My thinking for this post is freedom. What does it really mean? Because it’s tax season and tax season for me concentrates the mind. I have to think about numbers. Numbers and I do not have a friendly relationship. We are, in fact, barely on nodding terms. I don’t trust numbers. Even the word looks stupid. I don’t think in numbers. I always think numbers are out to get me.
This is an actual thing. You can Google it, if you don’t believe me. Alright, I made that last part up. I think.
So this year I made an appointment with my accountant. It’s the first time I’ve visited him on my own. Historically, my ex-husband took care of all the finances. This year I had to do it alone. Which was a little weird.

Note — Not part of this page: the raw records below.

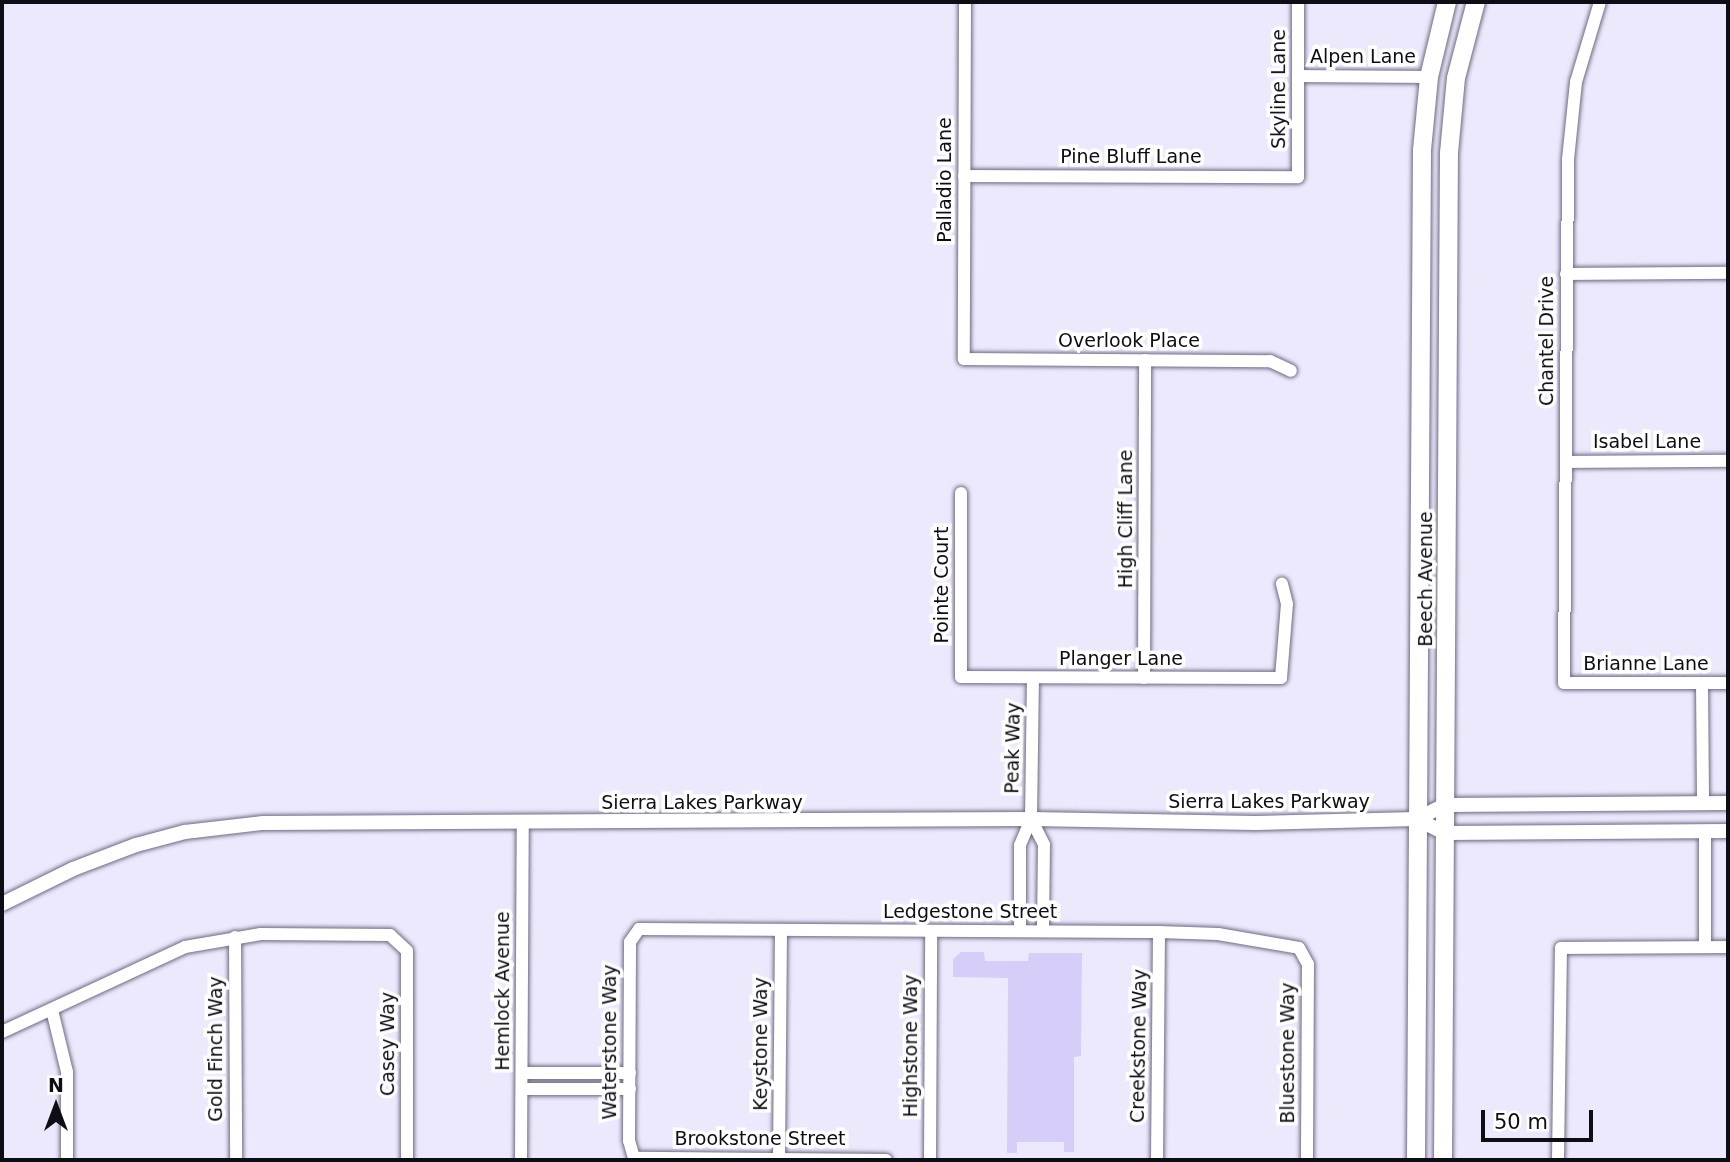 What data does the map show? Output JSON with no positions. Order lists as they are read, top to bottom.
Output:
{
  "streets": {
    "main road": ["Beech Avenue"],
    "street": [
      "Alpen Lane",
      "Skyline Lane",
      "Pine Bluff Lane",
      "Palladio Lane",
      "Overlook Place",
      "Chantel Drive",
      "Isabel Lane",
      "High Cliff Lane",
      "Pointe Court",
      "Planger Lane",
      "Brianne Lane",
      "Peak Way",
      "Sierra Lakes Parkway",
      "Ledgestone Street",
      "Hemlock Avenue",
      "Waterstone Way",
      "Casey Way",
      "Keystone Way",
      "Highstone Way",
      "Creekstone Way",
      "Gold Finch Way",
      "Bluestone Way",
      "Brookstone Street"
    ]
  },
  "crossings": [
    ["Alpen Lane", "Skyline Lane"],
    ["Alpen Lane", "Beech Avenue"],
    ["Skyline Lane", "Pine Bluff Lane"],
    ["Pine Bluff Lane", "Palladio Lane"],
    ["Palladio Lane", "Overlook Place"],
    ["Overlook Place", "High Cliff Lane"],
    ["Chantel Drive", "Isabel Lane"],
    ["Chantel Drive", "Brianne Lane"],
    ["High Cliff Lane", "Planger Lane"],
    ["Beech Avenue", "Sierra Lakes Parkway"],
    ["Pointe Court", "Planger Lane"],
    ["Planger Lane", "Peak Way"],
    ["Peak Way", "Sierra Lakes Parkway"],
    ["Peak Way", "Ledgestone Street"],
    ["Sierra Lakes Parkway", "Hemlock Avenue"],
    ["Ledgestone Street", "Waterstone Way"],
    ["Ledgestone Street", "Keystone Way"],
    ["Ledgestone Street", "Highstone Way"],
    ["Ledgestone Street", "Creekstone Way"],
    ["Ledgestone Street", "Bluestone Way"],
    ["Waterstone Way", "Brookstone Street"],
    ["Casey Way", "Gold Finch Way"],
    ["Keystone Way", "Brookstone Street"]
  ],
  "scale_bar": "50 m",
  "north": "top"
} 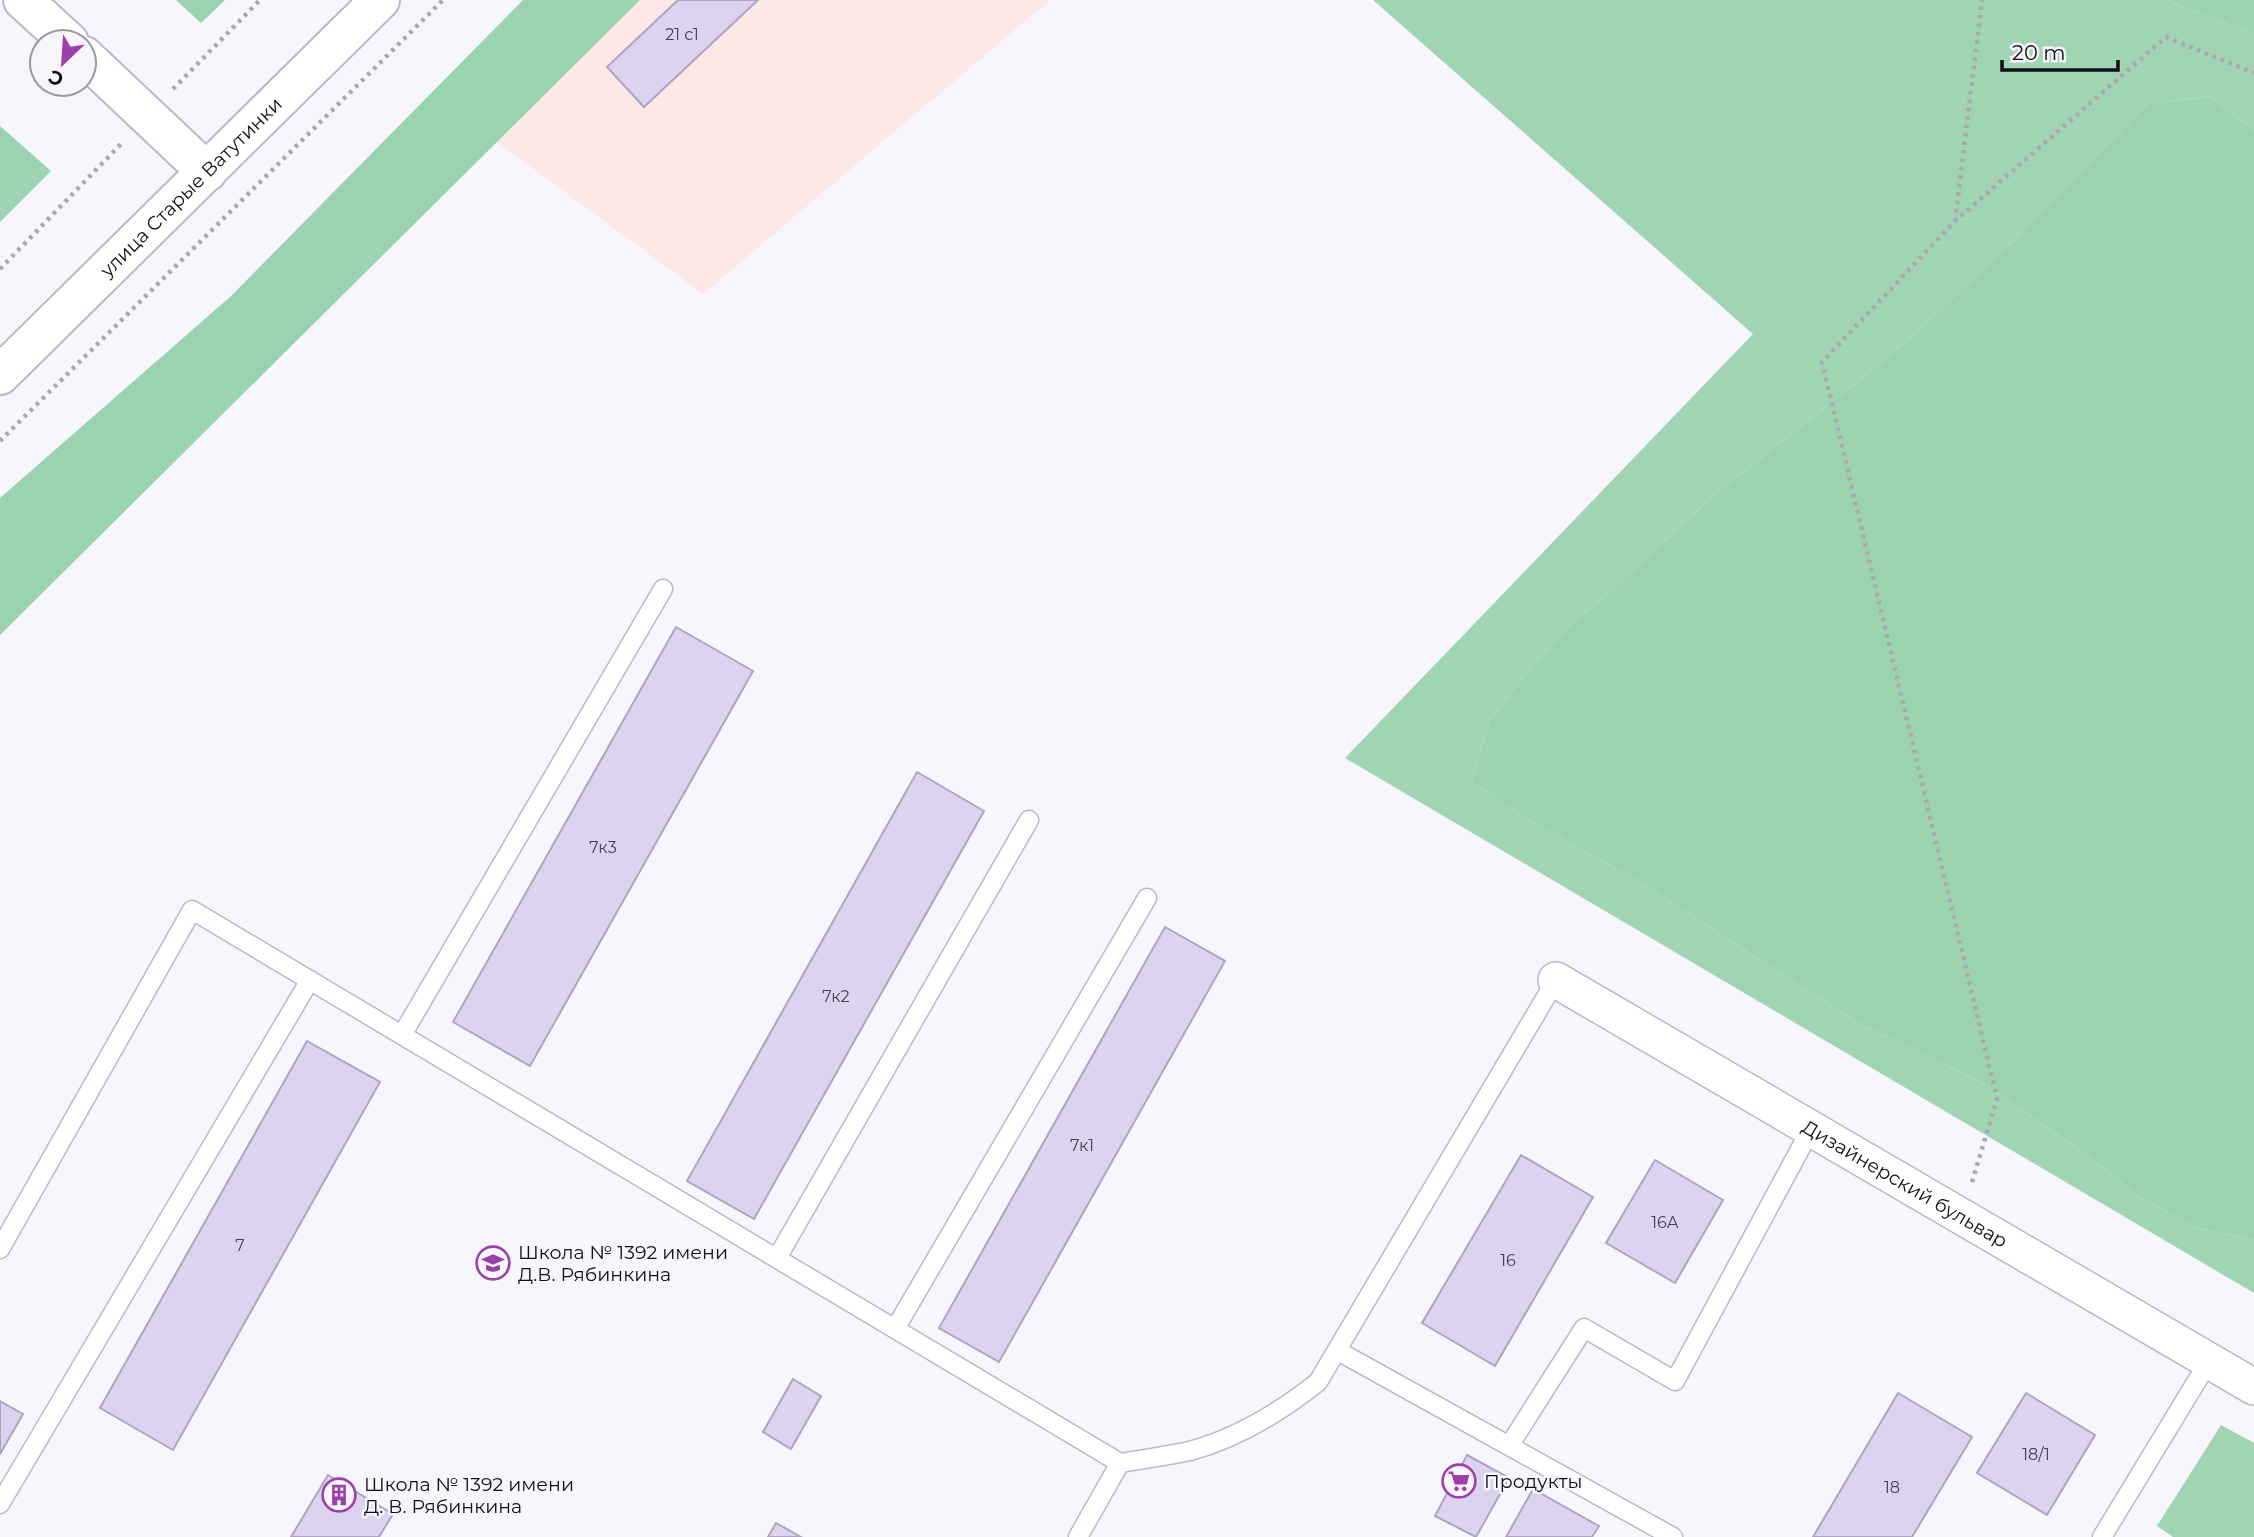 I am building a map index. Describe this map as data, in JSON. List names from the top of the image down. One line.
{"streets":{"main road":["улица Старые Ватутинки"],"street":["Дизайнерский бульвар"]},"places":{"school or university":["Школа № 1392 имени Д.В. Рябинкина"],"supermarket":["Продукты"],"building":["Школа № 1392 имени Д. В. Рябинкина"]},"house_numbers":["21 с1","7к3","7к2","7к1","16А","7","16","18/1","18"],"scale_bar":"20 m","north":"bottom left"}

I approached with trepidation. I thought I would fail in some way because my ex husband used to spend hours and hours and hours compiling lists and charts and stuff to present to the accountant. Weeks it would go on. He suffered. In the extreme.
I set aside a weekend and prepared to suffer in the extreme. I cleared my social calendar. I wasn’t going out. I wasn’t going to have any fun.
But it turned out it wasn’t too bad. I put on some loud music, made a cup of tea and rounded up all of the stuff that banks and investment places obligingly send right to your house to facilitate this very experience. And I gathered a few receipts which was easy because I’ve been too lazy to open my mail and file shit, so it was all right there on my desk. And I did a thorough inventory of my social activities some of which are deductible. And it was a nice way to review the year and think about all the colleagues and friends who’ve stood by me, pouring wine and stuffing food down my gullet. Standing with me, week in and week out.
After I’d spent a couple of hours not really suffering, I called the cartoonist and said, hey, you wanna hang out? And he said yeah. I can’t remember what we did, but we didn’t suffer.
A few days later I took my rather patchy list of things to the accountant and said, “Sorry I don’t really know how to do this. On my own.” And he smiled and said, “That’s what I’m here for.”
So he plugged all the numbers into this document that is required by the US Treasury. And he sent me the draft and asked me to review it. And I thought holy crap. I have no idea what any of this means.
My ex husband obligingly pitched in. It means I get a refund and you owe $11,000 he said. And not only that, on top of the eleven grand you’ll have to pay an extra like seven grand for all the taxes you owe for this year.
Well that is just fucking typical. I thought. Here we have him, all Mr Present and Correct getting a refund. And me completely looking like an irresponsible idiot.
I mean, I know I dropped the ball financially last year. Mainly because I was so distracted I didn’t concentrate on things like quarterly payments and shit. I was a little more open with the purse strings. I bought new clothes and new underwear, and new shoes, and I ate out more than I generally would. I did what I had to do to get by. I think it was the patron saint of New York, Jay-Z who said: “We try to spend it all because the pain ain’t cheap.”
I spent to compensate for the pain.
But $20,000? Could I really have screwed up that much? So quickly? I don’t know much about money but I’m never in debt. Ever. I felt embarrassed. And I felt insecure. Like everything was going to fall down around me.
It seemed emblematic of something that I couldn’t put my finger on.
And like I really needed another reason to wake up at three am, my heart trying to escape my chest.
So today I stopped by the accountant’s office for another round of taxes for morons.
And he gave me all the documents and he told me what to sign and where and when to send the checks. And I looked at the numbers. And the numbers said I owe $10,000. Not $20,000.
Is that right? I asked. Yep, he said.
It’s not 20 grand?
No. He said. No it isn’t.
And it’s money I have. Lurking in my bank account because I did not make a couple of those quarterly payments. And I didn’t really overspend. Not really. You can’t break the habit of a lifetime. And I am in my heart quite frugal. I don’t need much. I drink in dive bars. I do not darken the doors of stores on Madison Avenue. I eat out expensively quite seldom. I’d rather have people over than pay somebody else to cook.
So tonight I poured a big glass of wine and turned on some music and sat down and wrote the checks. To the United States Treasury and the State of New York and to a couple of other places. I’m not sure why I have to pay a commuter tax, but I do and, just for the record, it’s $200 a year.
This is going to sound weird, but I had a great time. I enjoyed taking inventory. I enjoyed the feeling of knowing that things are not as bad as I thought they were.
I faced the numbers and I felt free.
And I enjoyed the, for me, novel notion that numbers really can tell a story.